Last Click measurements will only show you that they found you via a search on your brand name. In the above example, that's useless. All the credit goes to the step that least influenced them to purchase. This isn't to say Last Click models aren't useful. They can give you one part of the picture.

The point is, you're missing the full picture if you're not even bothering to look at it. Google Analytics assisted conversions are a way to see the entire picture and measure the impact of other channels and steps. This can better help you understand what most effectively leads to a purchase and builds community around your brand.

Google Analytics Assisted Conversions

Let's focus on this toolset because it's one of the most complete ways to understand how assisted conversions market your brand. Assisted conversions are measured in Google Analytics by how often they appeared in the conversion path but weren't the final conversion.

This is a key toolset for helping you understand brand awareness, and how and where it spreads. Think about documentary filmmakers who track wildlife. They can tell exactly where it went and how long it spent there. This helps them understand behavior, where to film, how to set up, where the hunting grounds might be, how long it travels and how quickly.

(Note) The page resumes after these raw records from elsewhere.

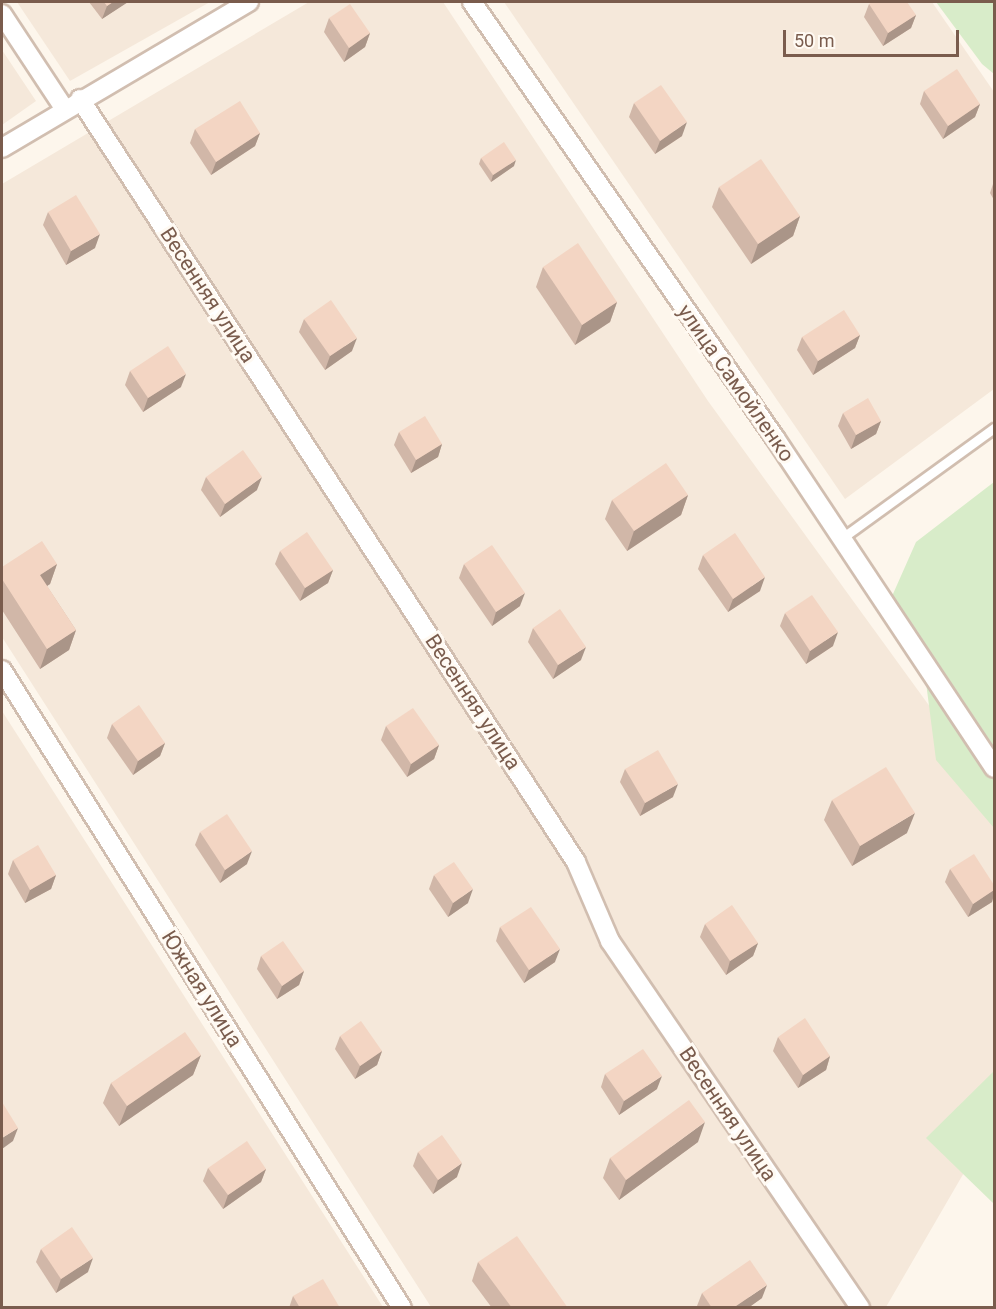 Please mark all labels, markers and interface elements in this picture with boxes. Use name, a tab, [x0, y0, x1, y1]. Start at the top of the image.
scale bar	[786, 18, 962, 56]
text: 50 m	[794, 30, 834, 51]
street label: Весенняя улица	[155, 223, 261, 367]
street label: улица Самойленко	[672, 300, 800, 466]
street label: Весенняя улица	[420, 630, 526, 774]
street label: Южная улица	[156, 926, 248, 1052]
street label: Весенняя улица	[674, 1042, 782, 1186]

There's definitely only so far you want to go with this metaphor, but the idea is that assisted conversions give you similar information in the wilderness that is online behavior. You can understand what the best channels are for brand awareness, remarketing, brand reinforcement, and how immediately they encourage a later conversion.

Time Lag and Path Length

This is where Time Lag and Path Length come in. Time lag measures the number of days from first touchpoint to final conversion.

Path Length shows you the number of times someone interacted with your site in order to complete the final conversion.

Combine these two, and you have the shape of behavior for how customers engage with your website. For instance, this may reveal that a significant portion of your customers buy after a Time Lag of three weeks. That suggests your remarketing efforts are both successful and worthy of investment.

Or you may find that path length is longer than the Time Lag would suggest. That means a lot of revisits in a shorter amount of time. That means something of value was encouraging them to come back a lot. Often that points to quality content creation.

Using Filters

There are a variety of filters you can use in the Google Analytics assisted conversions tool. You can break down the value of assisted conversions by social media referrals, or by source paths from different websites.

Advanced filters allow you to assess how a single website fits into conversion paths. The filters can be as broad or as specific as you want them to be, and they reveal which assisted conversions have been most valuable for driving traffic to your website.

Multi-channel funnels allow you to apply a complex analytical lens to how customers learn about your business, begin to trust it, grow comfortable with it, and eventually buy from it and encourage others to do so. Last Click models at best just show you how someone eventually buys. That has some value but it can't show you the full picture that contributes to that purchasing decision, why customers repeat, or how communities form around your brand.

This is easier to understand when you use a tool designed to show you exactly these elements. In turn, this makes it easier for you to repeat your successes. After all, it's easier to run a successful marketing campaign when you understand all the parts of what worked about the last one.